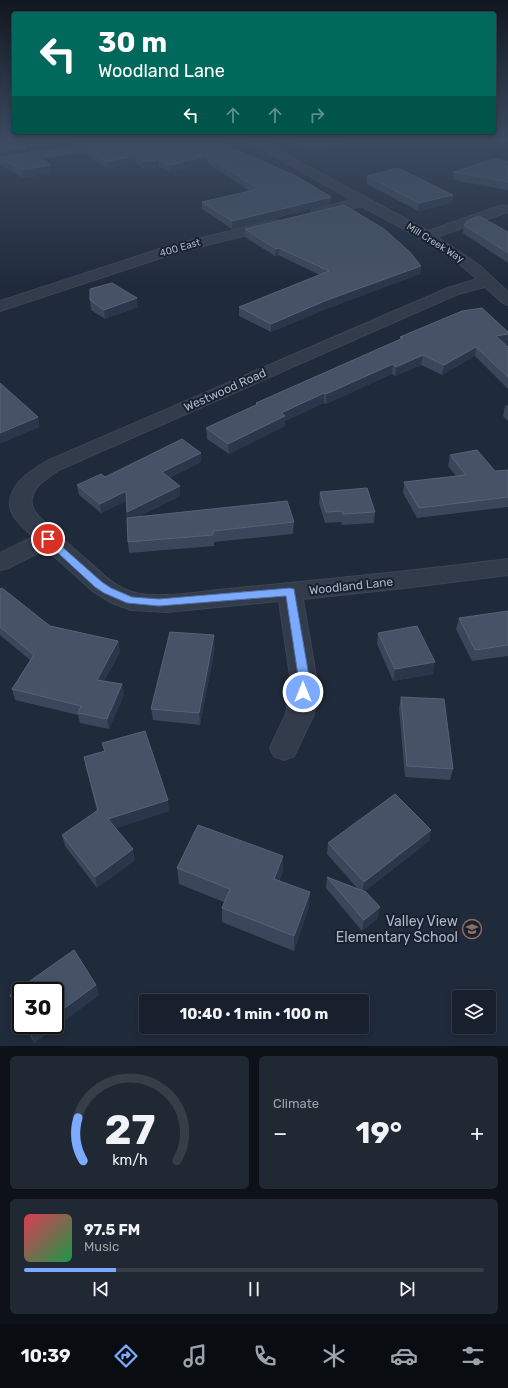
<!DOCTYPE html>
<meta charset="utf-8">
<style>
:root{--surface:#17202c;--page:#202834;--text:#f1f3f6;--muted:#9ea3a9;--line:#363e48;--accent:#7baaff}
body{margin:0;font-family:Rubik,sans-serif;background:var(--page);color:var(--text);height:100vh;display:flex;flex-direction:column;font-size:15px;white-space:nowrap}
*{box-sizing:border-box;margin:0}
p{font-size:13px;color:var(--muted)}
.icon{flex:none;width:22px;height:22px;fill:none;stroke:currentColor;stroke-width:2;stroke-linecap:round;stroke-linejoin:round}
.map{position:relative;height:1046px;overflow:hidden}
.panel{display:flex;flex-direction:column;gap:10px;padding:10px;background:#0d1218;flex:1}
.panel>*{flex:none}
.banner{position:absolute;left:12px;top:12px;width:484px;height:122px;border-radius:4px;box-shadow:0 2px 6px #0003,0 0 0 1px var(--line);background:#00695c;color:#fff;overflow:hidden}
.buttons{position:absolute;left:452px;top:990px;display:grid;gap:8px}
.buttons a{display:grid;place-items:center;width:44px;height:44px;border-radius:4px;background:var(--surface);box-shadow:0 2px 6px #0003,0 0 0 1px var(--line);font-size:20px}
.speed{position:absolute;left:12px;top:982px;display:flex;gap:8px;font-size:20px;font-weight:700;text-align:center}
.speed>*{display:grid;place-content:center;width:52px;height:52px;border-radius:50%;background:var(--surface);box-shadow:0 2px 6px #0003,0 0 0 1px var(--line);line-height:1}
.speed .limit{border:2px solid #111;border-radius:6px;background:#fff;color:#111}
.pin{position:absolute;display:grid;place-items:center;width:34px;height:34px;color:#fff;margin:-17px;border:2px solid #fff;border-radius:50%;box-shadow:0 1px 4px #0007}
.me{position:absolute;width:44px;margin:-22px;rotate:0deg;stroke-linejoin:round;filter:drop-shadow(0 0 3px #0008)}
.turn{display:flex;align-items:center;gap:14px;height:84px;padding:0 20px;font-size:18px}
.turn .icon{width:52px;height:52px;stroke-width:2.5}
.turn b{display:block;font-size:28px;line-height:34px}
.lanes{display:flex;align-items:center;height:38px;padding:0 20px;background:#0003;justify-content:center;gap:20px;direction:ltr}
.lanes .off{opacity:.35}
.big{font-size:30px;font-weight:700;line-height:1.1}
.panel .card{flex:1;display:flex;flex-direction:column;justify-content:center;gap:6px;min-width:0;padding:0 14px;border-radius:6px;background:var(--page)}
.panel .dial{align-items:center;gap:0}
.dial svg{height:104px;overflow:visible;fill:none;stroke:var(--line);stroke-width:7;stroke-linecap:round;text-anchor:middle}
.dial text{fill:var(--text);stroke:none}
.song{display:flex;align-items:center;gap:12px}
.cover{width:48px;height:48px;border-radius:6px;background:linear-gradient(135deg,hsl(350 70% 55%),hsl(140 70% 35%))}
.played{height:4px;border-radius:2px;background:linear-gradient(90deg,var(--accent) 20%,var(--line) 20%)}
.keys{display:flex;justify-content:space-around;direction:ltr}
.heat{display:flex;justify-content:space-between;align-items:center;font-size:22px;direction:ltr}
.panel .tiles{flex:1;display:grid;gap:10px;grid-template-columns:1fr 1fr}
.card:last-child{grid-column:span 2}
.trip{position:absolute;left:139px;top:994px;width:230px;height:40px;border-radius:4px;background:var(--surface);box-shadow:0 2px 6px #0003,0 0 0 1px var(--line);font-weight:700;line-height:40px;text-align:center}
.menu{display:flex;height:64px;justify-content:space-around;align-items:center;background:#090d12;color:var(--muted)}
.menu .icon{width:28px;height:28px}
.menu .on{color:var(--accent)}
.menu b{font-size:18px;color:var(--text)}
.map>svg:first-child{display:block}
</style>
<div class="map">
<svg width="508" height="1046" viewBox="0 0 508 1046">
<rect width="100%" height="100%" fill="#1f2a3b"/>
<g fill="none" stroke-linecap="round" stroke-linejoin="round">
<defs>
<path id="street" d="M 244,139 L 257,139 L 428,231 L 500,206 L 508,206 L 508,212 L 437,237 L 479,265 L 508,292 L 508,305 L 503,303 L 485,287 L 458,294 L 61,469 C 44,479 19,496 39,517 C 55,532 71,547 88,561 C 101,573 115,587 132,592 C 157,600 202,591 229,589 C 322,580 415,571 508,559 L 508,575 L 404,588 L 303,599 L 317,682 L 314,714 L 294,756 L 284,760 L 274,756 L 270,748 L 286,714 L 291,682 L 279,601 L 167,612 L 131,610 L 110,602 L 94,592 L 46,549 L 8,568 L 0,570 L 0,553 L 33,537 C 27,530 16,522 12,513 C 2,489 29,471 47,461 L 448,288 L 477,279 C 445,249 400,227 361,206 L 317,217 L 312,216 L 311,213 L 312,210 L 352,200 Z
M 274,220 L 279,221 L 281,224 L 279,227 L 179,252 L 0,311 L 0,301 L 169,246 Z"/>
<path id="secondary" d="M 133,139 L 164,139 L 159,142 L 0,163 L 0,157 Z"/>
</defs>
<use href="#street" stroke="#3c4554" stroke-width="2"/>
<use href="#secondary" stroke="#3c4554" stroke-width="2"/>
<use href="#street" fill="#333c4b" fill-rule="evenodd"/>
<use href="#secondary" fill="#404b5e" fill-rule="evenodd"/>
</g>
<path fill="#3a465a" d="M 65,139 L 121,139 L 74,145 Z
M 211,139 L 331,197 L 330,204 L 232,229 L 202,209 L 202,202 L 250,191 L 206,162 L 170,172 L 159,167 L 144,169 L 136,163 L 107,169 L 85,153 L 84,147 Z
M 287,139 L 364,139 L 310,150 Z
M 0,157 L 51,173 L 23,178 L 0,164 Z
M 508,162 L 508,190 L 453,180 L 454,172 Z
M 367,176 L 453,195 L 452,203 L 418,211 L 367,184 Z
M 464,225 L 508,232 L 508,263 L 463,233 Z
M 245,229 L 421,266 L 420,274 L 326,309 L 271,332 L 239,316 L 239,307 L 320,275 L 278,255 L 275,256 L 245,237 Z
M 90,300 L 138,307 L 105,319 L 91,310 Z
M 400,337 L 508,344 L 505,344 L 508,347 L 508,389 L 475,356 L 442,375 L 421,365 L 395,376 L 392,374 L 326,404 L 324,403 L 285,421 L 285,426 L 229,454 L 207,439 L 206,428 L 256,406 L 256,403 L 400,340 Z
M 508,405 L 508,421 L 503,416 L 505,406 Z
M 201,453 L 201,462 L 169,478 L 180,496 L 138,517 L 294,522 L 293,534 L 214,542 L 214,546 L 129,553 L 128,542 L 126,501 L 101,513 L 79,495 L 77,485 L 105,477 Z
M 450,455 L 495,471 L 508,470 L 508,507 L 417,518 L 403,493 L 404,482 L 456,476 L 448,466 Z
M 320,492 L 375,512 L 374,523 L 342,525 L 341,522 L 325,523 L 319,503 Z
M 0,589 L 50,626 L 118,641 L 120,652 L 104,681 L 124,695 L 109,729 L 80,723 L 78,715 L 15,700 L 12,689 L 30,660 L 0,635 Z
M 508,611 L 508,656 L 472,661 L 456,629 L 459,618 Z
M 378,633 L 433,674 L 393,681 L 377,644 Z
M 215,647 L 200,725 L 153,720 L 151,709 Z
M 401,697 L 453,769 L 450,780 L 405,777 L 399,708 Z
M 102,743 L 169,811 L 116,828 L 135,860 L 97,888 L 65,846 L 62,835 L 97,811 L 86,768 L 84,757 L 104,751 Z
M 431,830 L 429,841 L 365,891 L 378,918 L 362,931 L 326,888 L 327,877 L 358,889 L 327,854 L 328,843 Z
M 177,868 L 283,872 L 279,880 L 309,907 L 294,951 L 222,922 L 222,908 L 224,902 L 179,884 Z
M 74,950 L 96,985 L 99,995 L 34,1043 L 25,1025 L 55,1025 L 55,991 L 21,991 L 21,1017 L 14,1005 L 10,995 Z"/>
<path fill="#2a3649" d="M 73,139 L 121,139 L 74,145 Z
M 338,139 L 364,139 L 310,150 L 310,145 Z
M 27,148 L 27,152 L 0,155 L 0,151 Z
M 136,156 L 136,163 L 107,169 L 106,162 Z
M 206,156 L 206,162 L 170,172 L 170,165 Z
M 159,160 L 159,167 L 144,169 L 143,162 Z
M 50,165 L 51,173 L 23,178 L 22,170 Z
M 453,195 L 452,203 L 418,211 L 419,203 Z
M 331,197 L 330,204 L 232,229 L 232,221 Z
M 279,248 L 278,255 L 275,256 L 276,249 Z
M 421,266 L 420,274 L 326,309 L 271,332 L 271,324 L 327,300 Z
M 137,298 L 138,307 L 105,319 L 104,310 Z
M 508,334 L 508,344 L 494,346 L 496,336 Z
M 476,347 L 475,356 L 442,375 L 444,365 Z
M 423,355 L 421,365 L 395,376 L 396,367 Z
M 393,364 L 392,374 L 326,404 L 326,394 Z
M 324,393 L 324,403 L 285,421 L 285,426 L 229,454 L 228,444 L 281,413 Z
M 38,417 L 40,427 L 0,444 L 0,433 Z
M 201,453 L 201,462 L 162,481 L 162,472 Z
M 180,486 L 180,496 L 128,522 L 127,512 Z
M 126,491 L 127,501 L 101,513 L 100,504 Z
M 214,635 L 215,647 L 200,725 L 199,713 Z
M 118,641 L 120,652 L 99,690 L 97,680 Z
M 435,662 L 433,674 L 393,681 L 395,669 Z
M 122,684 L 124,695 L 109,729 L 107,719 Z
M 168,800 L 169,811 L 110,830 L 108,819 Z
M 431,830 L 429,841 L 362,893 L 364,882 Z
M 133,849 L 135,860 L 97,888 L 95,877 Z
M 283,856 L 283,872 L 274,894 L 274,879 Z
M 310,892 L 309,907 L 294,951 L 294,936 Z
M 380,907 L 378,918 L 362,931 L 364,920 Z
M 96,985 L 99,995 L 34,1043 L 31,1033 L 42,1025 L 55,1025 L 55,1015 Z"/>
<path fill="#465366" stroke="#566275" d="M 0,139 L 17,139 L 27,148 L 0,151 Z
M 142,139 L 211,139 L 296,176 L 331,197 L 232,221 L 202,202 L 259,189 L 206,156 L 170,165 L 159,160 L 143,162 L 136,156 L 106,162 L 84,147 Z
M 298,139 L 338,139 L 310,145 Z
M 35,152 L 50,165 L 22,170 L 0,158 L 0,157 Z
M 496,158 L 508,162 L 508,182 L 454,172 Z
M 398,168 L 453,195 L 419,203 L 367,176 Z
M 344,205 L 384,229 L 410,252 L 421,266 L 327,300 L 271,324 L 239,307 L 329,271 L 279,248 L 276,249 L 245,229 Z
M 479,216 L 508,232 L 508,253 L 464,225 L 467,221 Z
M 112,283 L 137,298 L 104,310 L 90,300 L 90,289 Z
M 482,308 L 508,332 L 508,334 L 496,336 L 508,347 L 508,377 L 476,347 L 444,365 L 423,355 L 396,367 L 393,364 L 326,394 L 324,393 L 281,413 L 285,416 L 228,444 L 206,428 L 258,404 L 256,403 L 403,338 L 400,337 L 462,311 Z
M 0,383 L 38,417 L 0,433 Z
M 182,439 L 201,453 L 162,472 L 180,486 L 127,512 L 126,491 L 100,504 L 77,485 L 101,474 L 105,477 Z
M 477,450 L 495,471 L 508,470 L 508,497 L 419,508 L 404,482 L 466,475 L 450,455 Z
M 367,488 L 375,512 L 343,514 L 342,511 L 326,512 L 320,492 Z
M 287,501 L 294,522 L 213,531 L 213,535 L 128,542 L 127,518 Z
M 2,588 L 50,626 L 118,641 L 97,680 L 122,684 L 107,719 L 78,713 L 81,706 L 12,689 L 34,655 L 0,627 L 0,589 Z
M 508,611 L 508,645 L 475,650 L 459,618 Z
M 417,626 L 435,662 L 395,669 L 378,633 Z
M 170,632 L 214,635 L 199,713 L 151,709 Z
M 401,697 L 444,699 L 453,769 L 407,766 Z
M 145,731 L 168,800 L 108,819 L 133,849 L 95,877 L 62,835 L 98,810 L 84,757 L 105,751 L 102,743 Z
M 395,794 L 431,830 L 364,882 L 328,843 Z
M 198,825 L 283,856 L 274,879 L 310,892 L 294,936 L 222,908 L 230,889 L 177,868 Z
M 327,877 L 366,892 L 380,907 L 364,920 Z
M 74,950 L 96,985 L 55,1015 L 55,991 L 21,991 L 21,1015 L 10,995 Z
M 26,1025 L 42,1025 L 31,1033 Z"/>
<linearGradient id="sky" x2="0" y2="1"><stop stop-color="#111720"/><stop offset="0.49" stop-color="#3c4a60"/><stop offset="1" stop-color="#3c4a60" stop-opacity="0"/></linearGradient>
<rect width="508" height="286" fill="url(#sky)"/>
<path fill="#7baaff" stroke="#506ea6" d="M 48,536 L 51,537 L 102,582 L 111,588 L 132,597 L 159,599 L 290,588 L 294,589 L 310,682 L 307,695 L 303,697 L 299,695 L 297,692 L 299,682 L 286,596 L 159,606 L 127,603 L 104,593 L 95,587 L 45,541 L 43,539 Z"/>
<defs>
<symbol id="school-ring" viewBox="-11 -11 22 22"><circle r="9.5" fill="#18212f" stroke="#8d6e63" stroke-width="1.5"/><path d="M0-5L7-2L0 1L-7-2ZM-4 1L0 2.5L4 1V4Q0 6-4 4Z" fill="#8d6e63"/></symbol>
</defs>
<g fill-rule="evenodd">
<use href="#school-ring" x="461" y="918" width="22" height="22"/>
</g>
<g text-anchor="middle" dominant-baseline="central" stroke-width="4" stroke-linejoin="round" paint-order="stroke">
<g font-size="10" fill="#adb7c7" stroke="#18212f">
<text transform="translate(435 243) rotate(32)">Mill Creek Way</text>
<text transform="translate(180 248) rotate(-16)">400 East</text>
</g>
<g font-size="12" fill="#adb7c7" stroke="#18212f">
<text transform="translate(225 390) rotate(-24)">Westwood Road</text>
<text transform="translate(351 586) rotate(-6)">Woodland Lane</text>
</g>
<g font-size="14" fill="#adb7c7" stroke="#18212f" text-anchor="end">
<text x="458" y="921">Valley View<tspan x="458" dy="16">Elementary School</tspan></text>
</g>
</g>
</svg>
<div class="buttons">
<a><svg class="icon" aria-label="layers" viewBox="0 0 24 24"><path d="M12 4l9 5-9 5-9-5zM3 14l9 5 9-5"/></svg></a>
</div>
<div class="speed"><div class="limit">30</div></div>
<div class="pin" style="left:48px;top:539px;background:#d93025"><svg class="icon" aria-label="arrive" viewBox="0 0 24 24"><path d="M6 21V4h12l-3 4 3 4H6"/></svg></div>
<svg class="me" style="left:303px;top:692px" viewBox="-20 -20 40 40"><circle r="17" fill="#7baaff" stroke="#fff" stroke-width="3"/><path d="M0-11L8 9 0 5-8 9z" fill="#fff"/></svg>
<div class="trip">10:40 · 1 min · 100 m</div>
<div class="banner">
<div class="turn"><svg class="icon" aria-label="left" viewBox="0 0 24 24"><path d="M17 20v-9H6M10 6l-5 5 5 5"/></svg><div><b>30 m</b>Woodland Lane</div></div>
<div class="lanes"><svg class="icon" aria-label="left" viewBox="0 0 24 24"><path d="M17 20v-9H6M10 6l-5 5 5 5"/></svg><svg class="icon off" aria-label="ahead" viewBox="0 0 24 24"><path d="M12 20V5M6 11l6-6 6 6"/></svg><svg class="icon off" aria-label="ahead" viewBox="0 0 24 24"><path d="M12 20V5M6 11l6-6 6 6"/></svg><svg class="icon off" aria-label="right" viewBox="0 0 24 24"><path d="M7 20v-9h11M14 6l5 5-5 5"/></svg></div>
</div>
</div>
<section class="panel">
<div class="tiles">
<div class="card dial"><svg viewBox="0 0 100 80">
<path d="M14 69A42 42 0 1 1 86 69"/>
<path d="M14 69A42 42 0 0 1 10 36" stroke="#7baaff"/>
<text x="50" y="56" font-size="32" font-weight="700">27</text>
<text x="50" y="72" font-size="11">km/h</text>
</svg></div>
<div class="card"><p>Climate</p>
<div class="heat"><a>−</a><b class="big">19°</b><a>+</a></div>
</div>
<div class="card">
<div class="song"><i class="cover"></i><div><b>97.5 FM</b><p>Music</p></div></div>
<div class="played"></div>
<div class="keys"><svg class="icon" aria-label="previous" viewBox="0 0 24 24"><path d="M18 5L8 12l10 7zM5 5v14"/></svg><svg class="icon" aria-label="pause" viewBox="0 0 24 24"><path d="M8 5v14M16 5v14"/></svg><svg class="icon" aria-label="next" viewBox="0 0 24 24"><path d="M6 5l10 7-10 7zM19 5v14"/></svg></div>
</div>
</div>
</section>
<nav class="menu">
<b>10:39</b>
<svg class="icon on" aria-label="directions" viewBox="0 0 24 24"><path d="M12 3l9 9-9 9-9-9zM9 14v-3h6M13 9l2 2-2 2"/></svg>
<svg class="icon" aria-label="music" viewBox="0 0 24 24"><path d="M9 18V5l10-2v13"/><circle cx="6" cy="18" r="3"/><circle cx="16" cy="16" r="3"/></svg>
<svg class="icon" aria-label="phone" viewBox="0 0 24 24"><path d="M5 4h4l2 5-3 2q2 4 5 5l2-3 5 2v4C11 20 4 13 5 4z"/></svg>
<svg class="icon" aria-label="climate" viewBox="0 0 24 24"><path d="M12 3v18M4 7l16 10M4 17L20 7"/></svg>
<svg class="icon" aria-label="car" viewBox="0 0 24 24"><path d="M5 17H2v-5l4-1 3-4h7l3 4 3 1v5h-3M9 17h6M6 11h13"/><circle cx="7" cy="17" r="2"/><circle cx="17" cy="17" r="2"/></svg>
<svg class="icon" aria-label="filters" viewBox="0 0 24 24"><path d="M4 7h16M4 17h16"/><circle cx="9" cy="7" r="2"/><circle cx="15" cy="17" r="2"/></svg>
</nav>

——

TASK TO COMPLETE — With no other words, state how many lines above hold the word "keys".

RESULT OF THE TASK — 2